[What the task asks] Report each line of the entries that contains the word "controls", copied in full.

[Information shown]

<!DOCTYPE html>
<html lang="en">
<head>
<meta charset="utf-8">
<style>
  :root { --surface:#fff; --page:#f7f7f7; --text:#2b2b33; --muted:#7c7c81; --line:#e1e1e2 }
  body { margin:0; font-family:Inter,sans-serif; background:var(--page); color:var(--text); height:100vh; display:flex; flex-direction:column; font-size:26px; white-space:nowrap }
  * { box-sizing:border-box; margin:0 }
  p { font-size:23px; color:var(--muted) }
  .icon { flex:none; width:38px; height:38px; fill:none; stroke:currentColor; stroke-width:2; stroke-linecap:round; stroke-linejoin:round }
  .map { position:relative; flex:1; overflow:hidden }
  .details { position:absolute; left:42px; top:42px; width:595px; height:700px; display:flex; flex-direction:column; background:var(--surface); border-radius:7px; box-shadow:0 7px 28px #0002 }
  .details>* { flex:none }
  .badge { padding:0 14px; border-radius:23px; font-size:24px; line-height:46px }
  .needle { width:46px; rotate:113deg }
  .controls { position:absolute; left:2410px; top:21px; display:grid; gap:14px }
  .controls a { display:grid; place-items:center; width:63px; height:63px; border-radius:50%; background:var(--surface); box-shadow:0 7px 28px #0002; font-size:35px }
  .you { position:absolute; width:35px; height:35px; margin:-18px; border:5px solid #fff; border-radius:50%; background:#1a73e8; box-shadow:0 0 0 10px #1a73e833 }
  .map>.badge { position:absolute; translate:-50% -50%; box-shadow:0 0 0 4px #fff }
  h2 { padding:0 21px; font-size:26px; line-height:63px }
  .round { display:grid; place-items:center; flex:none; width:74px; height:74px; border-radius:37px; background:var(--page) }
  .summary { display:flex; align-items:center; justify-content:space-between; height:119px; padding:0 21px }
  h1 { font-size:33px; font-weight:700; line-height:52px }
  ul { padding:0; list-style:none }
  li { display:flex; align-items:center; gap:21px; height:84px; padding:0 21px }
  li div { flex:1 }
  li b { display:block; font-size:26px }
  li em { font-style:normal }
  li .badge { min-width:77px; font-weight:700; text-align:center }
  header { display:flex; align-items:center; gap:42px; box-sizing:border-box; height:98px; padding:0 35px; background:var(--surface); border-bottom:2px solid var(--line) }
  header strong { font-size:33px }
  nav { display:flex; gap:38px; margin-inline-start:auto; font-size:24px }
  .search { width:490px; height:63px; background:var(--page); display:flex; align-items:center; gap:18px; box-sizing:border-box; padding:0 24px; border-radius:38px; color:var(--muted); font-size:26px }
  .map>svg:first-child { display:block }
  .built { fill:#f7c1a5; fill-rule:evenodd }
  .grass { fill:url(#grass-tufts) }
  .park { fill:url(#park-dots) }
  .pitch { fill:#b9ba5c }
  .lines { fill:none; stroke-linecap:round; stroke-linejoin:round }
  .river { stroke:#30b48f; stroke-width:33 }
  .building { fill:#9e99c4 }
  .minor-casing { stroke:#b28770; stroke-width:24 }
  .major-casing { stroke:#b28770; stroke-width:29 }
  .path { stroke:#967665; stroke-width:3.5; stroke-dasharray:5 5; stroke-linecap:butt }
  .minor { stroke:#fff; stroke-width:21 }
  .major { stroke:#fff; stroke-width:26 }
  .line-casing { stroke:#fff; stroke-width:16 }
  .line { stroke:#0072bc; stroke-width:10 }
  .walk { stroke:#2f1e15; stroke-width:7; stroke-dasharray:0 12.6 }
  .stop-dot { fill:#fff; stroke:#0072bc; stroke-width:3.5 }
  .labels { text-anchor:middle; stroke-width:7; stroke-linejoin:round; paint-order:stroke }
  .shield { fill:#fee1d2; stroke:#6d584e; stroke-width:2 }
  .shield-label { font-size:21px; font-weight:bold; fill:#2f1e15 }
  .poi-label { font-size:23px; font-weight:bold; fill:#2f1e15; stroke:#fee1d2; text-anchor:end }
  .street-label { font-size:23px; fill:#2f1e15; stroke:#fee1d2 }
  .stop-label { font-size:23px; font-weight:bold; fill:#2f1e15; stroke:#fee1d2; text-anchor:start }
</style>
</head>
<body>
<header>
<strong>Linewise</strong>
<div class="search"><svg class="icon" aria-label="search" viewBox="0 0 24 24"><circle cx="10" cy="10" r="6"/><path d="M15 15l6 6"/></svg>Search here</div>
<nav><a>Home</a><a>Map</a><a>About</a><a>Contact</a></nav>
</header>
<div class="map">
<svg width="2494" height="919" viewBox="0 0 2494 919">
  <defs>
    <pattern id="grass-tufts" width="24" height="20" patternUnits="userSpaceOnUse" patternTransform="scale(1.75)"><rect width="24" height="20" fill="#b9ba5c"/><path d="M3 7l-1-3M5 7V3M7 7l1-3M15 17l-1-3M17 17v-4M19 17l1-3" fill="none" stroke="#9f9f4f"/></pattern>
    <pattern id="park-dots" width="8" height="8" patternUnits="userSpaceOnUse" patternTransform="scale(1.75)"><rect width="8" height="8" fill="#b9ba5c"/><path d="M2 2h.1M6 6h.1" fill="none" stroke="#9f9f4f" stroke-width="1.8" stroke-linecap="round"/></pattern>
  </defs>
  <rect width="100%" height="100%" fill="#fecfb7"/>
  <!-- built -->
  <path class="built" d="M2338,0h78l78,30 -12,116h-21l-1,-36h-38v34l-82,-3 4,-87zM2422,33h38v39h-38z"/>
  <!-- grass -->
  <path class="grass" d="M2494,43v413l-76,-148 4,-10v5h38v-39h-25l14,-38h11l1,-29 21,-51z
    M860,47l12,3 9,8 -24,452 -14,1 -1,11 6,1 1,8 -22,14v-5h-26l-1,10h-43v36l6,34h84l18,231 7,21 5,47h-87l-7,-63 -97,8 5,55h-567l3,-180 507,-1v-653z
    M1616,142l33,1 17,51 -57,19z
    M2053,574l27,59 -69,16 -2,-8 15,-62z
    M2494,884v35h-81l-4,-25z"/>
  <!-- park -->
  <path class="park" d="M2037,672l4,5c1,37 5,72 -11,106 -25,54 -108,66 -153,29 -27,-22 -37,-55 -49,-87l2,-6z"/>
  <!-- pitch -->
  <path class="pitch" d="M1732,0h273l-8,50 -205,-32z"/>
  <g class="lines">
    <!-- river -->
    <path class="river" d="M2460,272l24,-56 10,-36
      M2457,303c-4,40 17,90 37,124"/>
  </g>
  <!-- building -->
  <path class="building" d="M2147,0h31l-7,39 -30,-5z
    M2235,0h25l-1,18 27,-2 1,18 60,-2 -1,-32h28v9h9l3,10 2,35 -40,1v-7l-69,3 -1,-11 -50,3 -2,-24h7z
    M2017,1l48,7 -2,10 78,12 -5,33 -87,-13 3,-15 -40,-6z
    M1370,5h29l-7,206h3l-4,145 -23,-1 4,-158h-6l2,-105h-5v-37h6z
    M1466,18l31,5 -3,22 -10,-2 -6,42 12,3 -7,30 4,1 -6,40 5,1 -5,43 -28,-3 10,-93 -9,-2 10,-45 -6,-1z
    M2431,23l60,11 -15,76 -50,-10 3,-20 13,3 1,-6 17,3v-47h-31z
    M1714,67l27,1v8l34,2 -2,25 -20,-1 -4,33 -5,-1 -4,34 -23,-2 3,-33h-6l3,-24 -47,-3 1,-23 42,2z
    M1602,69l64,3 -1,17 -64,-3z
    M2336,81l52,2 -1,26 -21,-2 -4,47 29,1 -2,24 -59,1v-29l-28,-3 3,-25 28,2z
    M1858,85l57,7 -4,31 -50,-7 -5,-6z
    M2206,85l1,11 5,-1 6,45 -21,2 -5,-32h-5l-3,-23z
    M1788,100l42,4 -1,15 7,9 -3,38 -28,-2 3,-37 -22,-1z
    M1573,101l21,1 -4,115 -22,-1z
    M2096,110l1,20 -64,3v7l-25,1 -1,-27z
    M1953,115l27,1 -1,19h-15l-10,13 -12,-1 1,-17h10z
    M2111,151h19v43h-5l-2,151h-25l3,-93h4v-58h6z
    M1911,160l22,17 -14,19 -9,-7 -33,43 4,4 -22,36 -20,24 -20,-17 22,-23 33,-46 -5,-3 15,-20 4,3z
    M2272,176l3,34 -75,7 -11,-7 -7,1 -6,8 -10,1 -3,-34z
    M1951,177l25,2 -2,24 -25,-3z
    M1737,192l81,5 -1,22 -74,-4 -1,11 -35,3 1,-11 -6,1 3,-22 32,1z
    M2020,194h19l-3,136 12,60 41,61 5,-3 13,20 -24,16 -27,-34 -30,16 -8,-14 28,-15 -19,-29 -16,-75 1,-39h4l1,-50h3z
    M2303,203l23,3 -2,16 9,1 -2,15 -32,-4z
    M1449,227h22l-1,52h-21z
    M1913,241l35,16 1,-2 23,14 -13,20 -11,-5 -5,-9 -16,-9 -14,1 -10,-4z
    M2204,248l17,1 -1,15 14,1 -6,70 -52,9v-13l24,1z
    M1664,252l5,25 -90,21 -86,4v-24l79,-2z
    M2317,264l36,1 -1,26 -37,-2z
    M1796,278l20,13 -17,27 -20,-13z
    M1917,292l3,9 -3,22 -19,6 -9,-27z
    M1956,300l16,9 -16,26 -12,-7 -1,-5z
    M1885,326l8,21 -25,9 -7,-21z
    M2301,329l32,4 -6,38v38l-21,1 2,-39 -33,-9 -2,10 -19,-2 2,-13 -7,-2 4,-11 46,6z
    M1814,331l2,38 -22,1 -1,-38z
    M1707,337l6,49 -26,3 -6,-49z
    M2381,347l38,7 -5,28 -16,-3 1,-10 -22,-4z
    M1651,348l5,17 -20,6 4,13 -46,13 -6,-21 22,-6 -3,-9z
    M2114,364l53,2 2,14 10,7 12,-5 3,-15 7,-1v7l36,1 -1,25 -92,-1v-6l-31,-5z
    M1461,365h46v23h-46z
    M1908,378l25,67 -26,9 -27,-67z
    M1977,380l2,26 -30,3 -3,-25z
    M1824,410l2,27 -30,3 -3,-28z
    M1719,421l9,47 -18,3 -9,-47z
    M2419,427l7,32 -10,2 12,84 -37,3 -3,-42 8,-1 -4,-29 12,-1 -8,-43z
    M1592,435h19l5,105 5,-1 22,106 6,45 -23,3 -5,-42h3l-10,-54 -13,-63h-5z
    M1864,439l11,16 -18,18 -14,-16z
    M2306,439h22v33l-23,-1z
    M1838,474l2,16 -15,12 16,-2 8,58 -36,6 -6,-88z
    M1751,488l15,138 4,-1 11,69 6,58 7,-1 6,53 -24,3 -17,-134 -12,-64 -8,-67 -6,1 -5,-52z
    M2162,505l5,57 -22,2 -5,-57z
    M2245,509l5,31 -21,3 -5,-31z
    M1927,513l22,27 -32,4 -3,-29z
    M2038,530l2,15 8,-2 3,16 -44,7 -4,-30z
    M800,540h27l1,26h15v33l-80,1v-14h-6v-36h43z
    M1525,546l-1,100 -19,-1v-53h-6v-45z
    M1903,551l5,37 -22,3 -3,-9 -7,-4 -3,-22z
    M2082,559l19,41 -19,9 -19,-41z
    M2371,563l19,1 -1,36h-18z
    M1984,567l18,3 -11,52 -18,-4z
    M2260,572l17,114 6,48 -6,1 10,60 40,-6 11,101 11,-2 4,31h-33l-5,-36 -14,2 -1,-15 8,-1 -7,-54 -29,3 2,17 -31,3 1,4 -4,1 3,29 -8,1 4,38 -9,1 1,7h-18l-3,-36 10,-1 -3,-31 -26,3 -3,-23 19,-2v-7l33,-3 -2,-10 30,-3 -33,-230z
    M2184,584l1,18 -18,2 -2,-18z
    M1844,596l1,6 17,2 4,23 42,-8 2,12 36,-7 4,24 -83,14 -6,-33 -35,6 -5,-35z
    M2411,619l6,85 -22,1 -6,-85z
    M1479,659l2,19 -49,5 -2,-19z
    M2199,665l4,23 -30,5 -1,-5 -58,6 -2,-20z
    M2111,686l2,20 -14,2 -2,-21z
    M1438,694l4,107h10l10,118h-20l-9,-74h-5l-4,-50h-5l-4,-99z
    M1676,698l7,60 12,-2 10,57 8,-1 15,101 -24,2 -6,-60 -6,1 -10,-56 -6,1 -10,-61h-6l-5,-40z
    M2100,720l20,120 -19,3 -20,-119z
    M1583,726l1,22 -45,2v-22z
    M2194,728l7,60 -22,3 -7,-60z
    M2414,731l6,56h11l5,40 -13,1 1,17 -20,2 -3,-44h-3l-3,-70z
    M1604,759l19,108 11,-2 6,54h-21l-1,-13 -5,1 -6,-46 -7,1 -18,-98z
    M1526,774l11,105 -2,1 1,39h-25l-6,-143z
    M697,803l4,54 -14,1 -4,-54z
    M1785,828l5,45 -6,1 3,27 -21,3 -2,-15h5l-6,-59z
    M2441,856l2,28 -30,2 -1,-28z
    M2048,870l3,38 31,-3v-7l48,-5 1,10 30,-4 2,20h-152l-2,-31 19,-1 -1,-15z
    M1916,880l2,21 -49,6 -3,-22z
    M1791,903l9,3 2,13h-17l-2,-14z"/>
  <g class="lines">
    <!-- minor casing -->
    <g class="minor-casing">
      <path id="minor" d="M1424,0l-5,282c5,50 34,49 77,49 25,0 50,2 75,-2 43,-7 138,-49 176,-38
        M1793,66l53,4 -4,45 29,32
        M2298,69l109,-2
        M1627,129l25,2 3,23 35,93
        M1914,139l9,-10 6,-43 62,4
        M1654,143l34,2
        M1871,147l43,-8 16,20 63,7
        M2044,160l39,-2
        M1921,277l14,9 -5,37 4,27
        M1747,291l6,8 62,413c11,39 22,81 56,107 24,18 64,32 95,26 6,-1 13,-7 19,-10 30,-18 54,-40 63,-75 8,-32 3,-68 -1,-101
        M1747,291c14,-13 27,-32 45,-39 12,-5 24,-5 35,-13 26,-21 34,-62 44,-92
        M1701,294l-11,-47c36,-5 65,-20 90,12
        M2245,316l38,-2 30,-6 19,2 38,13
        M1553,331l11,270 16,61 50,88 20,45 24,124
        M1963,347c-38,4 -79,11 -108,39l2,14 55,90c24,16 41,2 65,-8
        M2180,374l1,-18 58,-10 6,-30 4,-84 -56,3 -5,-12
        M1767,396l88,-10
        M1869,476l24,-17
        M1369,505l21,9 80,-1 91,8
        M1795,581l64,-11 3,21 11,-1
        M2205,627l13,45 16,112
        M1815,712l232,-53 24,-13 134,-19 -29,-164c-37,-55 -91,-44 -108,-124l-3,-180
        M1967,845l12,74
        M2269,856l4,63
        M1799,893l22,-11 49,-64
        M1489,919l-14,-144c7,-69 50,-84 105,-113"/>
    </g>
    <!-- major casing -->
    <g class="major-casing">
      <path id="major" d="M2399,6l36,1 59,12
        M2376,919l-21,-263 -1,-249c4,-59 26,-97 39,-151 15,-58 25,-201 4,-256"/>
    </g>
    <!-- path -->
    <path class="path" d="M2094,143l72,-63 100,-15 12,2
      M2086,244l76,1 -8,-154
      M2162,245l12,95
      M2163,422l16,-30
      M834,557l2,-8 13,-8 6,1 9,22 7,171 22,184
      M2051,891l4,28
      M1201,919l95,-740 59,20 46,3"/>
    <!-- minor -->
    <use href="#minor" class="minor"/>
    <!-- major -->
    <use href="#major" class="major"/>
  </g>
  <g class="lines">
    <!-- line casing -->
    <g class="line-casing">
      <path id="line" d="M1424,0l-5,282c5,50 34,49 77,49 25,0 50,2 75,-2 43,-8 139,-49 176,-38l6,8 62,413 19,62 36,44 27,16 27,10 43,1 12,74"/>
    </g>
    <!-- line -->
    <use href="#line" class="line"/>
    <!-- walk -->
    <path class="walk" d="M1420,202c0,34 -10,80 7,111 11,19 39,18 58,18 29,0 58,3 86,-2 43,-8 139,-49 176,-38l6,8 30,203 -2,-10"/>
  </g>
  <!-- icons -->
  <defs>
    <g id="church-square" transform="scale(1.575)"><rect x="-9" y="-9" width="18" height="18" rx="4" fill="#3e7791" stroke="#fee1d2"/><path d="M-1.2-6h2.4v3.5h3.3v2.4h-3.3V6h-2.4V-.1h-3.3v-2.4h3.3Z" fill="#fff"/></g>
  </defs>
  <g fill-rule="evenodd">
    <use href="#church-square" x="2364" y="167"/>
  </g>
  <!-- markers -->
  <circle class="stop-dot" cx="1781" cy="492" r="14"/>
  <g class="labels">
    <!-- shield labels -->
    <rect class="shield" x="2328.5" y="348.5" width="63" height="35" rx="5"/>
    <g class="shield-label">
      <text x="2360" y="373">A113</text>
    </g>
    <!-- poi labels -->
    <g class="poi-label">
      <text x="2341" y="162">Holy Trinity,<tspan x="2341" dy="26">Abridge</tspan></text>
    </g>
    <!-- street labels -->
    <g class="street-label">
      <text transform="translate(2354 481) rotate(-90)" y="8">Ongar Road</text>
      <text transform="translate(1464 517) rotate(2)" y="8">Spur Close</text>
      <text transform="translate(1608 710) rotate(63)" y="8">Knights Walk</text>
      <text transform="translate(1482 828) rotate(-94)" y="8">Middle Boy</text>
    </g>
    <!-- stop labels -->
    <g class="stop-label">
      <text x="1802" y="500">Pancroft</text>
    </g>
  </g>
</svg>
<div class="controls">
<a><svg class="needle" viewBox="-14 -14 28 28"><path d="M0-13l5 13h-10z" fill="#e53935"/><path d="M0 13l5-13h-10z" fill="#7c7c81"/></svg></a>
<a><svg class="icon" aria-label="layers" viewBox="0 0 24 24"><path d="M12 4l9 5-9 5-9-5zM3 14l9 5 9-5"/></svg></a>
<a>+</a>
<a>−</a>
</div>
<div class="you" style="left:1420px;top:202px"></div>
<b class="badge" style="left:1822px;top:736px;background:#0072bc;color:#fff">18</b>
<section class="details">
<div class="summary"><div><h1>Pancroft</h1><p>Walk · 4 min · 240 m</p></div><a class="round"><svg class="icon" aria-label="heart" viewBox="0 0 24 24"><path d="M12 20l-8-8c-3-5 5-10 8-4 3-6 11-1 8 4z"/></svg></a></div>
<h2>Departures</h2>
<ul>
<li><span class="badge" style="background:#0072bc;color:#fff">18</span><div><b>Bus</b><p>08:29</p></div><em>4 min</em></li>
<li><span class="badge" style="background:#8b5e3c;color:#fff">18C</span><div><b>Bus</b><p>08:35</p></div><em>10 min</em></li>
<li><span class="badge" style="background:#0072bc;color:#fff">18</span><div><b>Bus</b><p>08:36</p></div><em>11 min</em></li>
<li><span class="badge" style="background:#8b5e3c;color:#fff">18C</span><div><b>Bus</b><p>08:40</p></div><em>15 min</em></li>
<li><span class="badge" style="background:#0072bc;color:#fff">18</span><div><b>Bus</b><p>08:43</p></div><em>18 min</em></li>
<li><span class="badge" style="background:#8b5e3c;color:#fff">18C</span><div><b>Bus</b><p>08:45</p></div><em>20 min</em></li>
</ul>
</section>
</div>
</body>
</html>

[Solved exercise]
  .controls { position:absolute; left:2410px; top:21px; display:grid; gap:14px }
  .controls a { display:grid; place-items:center; width:63px; height:63px; border-radius:50%; background:var(--surface); box-shadow:0 7px 28px #0002; font-size:35px }
<div class="controls">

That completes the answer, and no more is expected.